Sunday Press:  Titanic Goes Down- But now comes a story within two stories for the local people have the firm belief that a little earth from the grave of Saint Mogue will, if carried with you, protect you from death by drowning, fire, in air or road crash.

Not so long ago, back in 1912 a young girl from this area was brought up in this tradition. Her name was Mary McGovern and when came the time when Mary decided to emmigrate, her mother gave her a little of Saint Mogue's earth and said goodbye.  Mary went to Cobh and boarded her ship- it was called the "Titanic".  Now listen to her story as she told it to me in her Cavan farmhouse last week.

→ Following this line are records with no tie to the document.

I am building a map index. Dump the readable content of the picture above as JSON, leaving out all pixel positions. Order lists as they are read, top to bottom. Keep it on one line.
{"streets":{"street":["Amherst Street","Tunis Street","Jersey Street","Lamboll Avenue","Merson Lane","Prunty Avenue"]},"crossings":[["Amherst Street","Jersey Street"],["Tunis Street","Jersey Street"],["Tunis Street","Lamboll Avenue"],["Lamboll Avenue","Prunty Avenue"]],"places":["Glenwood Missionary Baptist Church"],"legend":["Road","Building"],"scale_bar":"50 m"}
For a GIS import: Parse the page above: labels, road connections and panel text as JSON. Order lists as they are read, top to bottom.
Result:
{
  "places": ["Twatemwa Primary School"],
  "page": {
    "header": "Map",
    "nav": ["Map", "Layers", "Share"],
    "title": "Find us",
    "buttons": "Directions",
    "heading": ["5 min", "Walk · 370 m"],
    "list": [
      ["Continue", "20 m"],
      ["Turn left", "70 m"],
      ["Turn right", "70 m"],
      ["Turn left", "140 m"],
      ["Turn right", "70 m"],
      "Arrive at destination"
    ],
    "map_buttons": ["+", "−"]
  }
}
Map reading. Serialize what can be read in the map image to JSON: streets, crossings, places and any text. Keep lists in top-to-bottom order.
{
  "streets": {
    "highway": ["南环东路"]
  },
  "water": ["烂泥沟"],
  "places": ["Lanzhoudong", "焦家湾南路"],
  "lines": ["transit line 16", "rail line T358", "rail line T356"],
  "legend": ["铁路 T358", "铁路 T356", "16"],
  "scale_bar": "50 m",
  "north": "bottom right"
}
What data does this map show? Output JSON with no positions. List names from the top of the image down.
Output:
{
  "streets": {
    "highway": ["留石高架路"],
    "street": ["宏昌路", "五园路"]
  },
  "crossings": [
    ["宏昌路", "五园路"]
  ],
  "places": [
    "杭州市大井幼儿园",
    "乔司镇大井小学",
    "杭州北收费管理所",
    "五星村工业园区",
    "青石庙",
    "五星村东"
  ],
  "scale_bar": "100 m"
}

"We left Cobh on Wednesday for New York and everything was grand.  I was fast asleep in my cabin, a three-tiered affair which I shared with two others from Virginia when we were awakened and thrown out of our bunks by the shock of collision.  But we were not at all afraid for everything was silent; the lights burned brightly- in fact we felt no cause for alarm.  But outside our door we heard a rising clamour and when we went out we found the passages and corridors full of running people.  That was about midnight if I remember right and we went up to the boat deck, pushing our way through lines of linked sailors and armed men who were shouting "Women and children first"!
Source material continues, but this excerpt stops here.